Cooked 5.10 – Iacopi Italian Butter Beans, spring onions, green garlic, with cabbage… otherwise as written. Cooked in Wendell Wok. Still good.
Cooked 3.10 – regular way. Iacopi Italian Butter Beans, about 1 1/2C, 1 potato, 2 slender carrots, about 1/3 head small savoy cabbage. In calphalon Windsor pan. YUM This just got better and better as I ate it over days in two-cup portions. YUM YUM

Cooked 2.10 w LO Super Bowl vegetables: carrots, romanesco, fennel, green beans, baby zucchini, red and yellow bell pepper, Brussels sprouts, celery, Tokyo turnips. Bacon, spring onions and garlic as directed. No cabbage. Yes potatoes. About 3 cups water, 3 cups chicken stock, 1-cup turkey stock. Cooked in Joyce Chen clay pot.
Cooked 1.10 – In Wendell wok with spring onions and the other stuff, plus cabbage… eye of goat beans that had been cooked with a ham hock.

NOTE: This is very similar to simply recipes.com Minestrone except that Minestrone has zucchini, parsley and tomatoes. Other minestrone has green beans and spinach, as well. So its really not very similar at all.

Snow EGG

the snow egg

Yesterday morning, I sent pictures to my sons and sibs of the Big Green Egg covered with snow.

well begun is half done…

ready to rock and roll…

“Still, chances are we’ll be grilling by dinnertime…”

Eric challenged that big time.
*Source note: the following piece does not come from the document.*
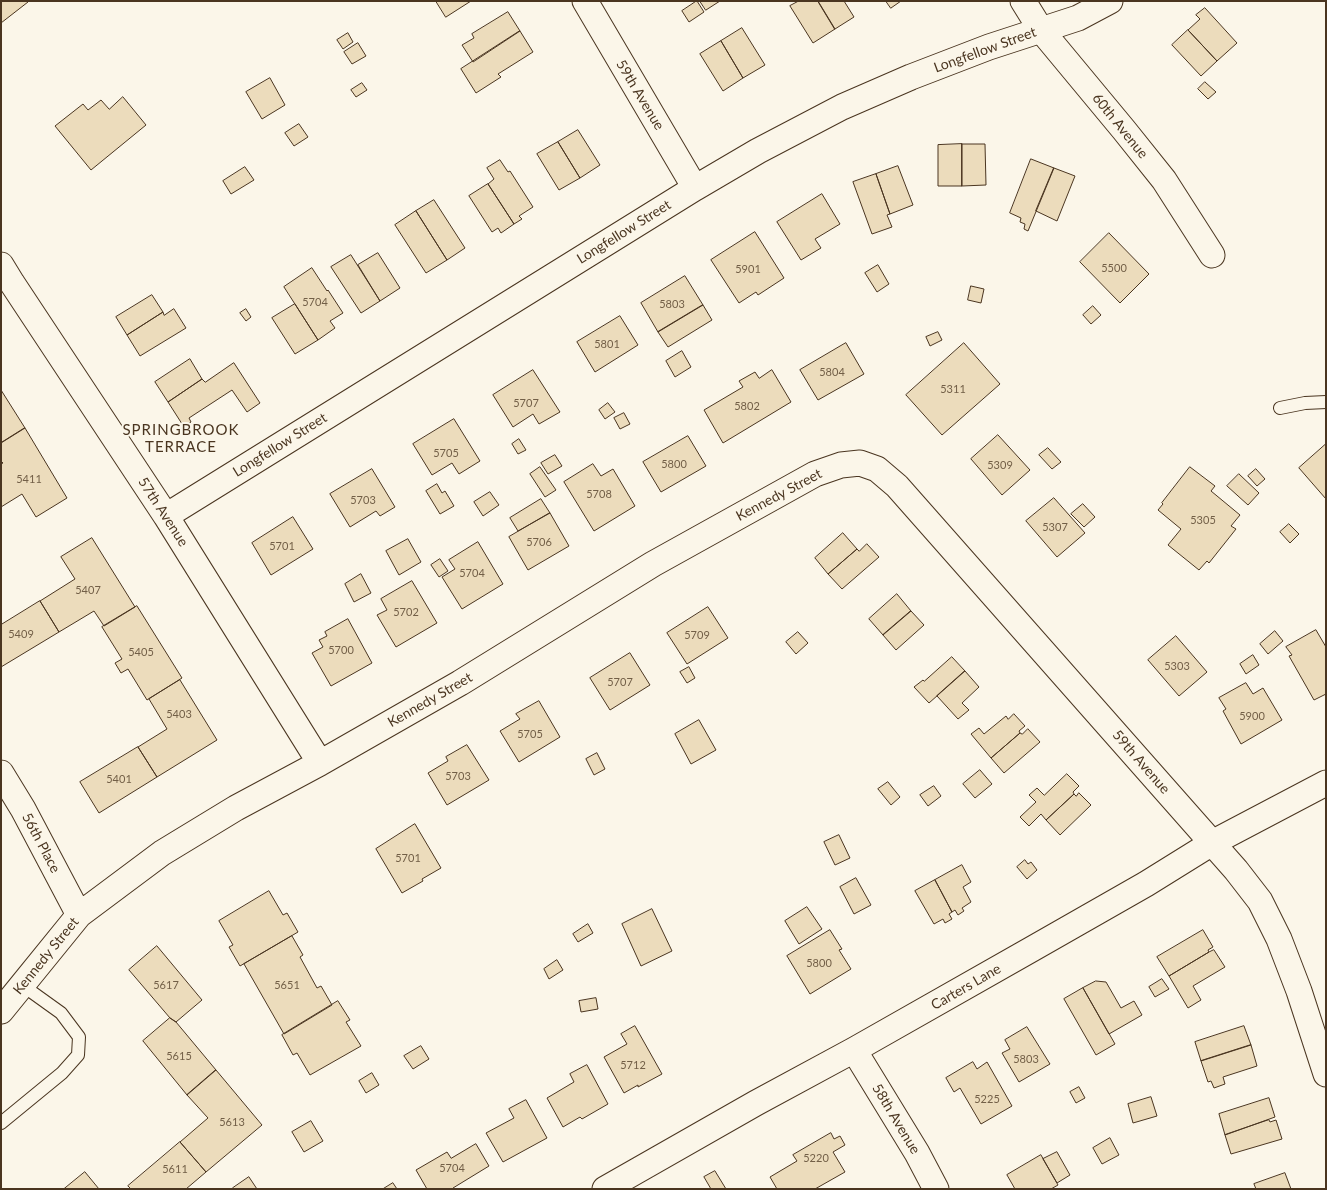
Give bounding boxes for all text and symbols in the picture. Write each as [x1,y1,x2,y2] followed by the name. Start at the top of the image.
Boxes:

Perhaps he’s jealous… this year we got snow before they did in Maine.

In any case, we went shopping in the afternoon — sunny and high 30’s by then — and got a piece of swordfish for the grill. I wanted something simple and easy. So about 4pm, while still light, I readied and cleaned the Big Green Egg — I was afraid that the lid would freeze shut or the cast iron grate would freeze to its support. No and no. Everything’s cool, in a manner of speaking.

loaded while still daylight

I wouldn’t cook until six, or so, but I wanted to be prepared since it will be plenty dark by then. I got out my recipes for grilling fish steak. I have recipes for Grouper and Salmon, Swordfish will be much the same.

EZ to light, cold but no wind

fish done on one side, just turned

Swordfish
My steak, about an inch thick or less on December 11, under 30° outside and snow swept aside. EGG don’t care, but its uncomfortable for my own hands. Luckily, with swordfish, it’s a timing thing. The grill is only a step outside my kitchen door so I can step inside for most of the cooking time. A nice 350° fire, porcelain grate, seven minutes on the first side, check temps at about 4 minutes of the second side, not yet… temps at 6 minutes, perfect., coming past 140° Close down everything, get your warm platter from inside, plate the fish and take it in. Yum.

served with glazed carrots and a swell salad of endive, avocado and pear

I have other stuff stocked up to grill, but I think I’ll do it with twmps at least above 40.

the peavines

The next morning was lovely… albeit 20°. We’re looking at the Peavine mountain range to the north of us.